Davis is 18 Earth years old, but almost 80 in terms of musical talent. He was born and raised on the planet BelaFleck in the Bluejazz constellation.

Davis started out on piano when he was five, and that training shows in his picking work. This is no back porch twanger doing the "Deliverance" theme.

Circus No. 9 are the Country Joe and the Fish of their generation, soaring over new ground but, like the Fish, never losing touch with the people who come to see them swimming out of the mainstream.

"Does anybody out here like Merle Haggard?" Davis teased the Cave Crowd before launching "The Bottle Let Me Down."

Gazing upward during his solos, Davis looked a bit like a young Kevin Costner searching for the meaning of life, maybe, or a late arrival from O'Hare or a college student trying to remember an algebra algorithm during a final exam.

And Davis was always smiling.

He smiled as he slid into another Haggard song, "Closing Time," singing, "This old smoke-filled bar ain't something I'm used to" and the crowd howled at the very thought of it.

A trip through "Highland" from Davis's CD "New World" — the only one on the merch table; Circus No. 9 has yet to release an album, but they have one in the works. On "Highland," Davis danced up and down his fretboard, always searching the sky for inspiration, or perhaps that elusive lost chord.

This band made sweet music, John Hartford-nuanced, melodic, wistful.

Garnett introed a post-Vaudeville, pre-Roaring Twenties chestnut, "After You're Gone," saying, "Here's a song from 1910 or '20 — you guys know it."

The audience grayheads nodded and grinned in understanding.

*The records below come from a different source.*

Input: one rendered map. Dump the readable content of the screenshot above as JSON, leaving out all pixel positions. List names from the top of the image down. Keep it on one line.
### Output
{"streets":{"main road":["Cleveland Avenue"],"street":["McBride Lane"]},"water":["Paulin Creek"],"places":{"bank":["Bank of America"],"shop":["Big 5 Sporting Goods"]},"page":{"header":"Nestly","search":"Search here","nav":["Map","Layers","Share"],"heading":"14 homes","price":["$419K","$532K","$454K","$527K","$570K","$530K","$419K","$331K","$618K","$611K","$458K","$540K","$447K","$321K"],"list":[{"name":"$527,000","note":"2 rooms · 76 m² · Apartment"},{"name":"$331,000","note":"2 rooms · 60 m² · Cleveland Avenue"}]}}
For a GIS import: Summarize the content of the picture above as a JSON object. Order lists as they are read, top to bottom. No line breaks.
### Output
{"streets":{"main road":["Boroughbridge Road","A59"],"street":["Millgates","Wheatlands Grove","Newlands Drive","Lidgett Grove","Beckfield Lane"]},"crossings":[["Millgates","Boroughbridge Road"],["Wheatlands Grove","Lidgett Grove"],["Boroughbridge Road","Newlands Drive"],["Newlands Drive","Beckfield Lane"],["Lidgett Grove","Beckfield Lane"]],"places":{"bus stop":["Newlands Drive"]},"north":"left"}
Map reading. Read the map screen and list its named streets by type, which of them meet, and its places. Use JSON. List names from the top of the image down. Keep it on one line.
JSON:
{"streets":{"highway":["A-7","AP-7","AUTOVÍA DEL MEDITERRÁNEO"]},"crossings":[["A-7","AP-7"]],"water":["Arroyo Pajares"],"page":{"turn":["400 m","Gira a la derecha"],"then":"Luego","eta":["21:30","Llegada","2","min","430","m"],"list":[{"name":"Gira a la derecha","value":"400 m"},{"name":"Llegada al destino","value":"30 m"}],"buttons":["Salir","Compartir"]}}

Garnett and Ilagan slid into the offstage shadows while Davis and Cassell worked their way through a beautifully complex Davis duet, "St. Luke."

One last full-band tour de force and the night was done; the stuffed swan sailed silently overhead.

Maybe that's what Davis was smiling at.

Next up for the Cave-Tower duo arrives Feb. 2: Award-winning Switchback returns. Brian FitzGerald and Martin McCormack weld traditional Celtic and original Americana into their distinct Irish Midwestern sound.